* _EXERCISE DETAILS_: Each line of the records below that holds "Boulevard" should be copied out.

═══

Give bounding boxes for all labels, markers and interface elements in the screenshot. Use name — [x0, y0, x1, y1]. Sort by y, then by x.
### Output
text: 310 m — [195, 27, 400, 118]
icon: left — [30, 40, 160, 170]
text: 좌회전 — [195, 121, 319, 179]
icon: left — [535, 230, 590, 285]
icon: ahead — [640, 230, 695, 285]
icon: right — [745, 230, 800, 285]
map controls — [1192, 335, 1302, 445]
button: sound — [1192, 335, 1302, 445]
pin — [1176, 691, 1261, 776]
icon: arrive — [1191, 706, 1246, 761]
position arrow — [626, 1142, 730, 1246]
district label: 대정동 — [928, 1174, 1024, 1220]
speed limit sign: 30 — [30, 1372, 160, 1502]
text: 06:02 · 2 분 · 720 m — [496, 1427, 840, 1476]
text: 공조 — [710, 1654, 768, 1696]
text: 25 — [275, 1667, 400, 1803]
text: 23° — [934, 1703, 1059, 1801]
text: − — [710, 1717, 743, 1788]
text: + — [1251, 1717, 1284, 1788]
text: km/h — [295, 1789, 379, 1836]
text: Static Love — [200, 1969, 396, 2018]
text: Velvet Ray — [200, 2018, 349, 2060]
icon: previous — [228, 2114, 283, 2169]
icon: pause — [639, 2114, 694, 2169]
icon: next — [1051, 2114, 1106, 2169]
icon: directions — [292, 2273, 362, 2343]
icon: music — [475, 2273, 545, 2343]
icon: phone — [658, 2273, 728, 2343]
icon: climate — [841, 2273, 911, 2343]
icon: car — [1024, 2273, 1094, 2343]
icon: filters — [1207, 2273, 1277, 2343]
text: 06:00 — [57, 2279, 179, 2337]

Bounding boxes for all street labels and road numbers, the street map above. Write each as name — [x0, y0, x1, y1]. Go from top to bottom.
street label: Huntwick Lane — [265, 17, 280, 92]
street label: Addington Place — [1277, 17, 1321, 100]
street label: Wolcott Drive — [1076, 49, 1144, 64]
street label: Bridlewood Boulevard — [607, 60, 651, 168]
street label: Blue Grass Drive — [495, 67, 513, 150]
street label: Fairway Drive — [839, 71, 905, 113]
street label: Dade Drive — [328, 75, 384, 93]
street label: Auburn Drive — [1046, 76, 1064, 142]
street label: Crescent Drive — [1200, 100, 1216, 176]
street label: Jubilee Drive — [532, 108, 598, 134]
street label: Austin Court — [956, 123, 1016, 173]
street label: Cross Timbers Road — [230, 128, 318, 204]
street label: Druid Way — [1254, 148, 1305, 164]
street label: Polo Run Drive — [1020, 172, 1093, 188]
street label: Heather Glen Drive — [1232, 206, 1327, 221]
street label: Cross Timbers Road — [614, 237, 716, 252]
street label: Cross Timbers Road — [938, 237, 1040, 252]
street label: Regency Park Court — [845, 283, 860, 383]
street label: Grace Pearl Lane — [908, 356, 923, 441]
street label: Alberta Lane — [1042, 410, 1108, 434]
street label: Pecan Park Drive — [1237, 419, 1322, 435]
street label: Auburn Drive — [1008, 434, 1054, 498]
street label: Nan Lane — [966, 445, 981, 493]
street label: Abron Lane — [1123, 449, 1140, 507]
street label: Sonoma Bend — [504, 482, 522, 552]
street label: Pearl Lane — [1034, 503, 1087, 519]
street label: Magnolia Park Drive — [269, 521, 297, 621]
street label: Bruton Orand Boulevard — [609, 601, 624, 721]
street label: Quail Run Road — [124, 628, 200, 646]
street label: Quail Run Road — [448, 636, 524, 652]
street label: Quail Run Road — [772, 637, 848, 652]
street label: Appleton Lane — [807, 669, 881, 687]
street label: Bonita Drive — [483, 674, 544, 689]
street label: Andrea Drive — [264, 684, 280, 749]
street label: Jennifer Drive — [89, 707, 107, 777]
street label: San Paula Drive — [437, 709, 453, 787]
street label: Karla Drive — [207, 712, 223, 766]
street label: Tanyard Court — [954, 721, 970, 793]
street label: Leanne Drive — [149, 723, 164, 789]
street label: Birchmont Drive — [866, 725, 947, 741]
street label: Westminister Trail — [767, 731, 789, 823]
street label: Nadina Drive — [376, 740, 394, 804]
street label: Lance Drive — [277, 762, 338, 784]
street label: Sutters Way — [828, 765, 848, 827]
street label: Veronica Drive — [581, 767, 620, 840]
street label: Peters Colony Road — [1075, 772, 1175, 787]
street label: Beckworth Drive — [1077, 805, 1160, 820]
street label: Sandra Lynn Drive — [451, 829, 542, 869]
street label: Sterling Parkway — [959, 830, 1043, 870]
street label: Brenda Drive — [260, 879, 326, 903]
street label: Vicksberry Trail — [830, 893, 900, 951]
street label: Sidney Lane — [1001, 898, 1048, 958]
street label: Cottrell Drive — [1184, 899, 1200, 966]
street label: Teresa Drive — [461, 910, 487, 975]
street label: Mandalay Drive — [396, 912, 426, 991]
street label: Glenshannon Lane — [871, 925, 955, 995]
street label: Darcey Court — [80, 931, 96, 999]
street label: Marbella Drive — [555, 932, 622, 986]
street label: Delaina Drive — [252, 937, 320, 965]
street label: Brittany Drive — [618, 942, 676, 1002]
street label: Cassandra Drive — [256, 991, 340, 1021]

═══

* _RESPONSE TO THIS EXERCISE_:
street label: Bridlewood Boulevard — [607, 60, 651, 168]
street label: Bruton Orand Boulevard — [609, 601, 624, 721]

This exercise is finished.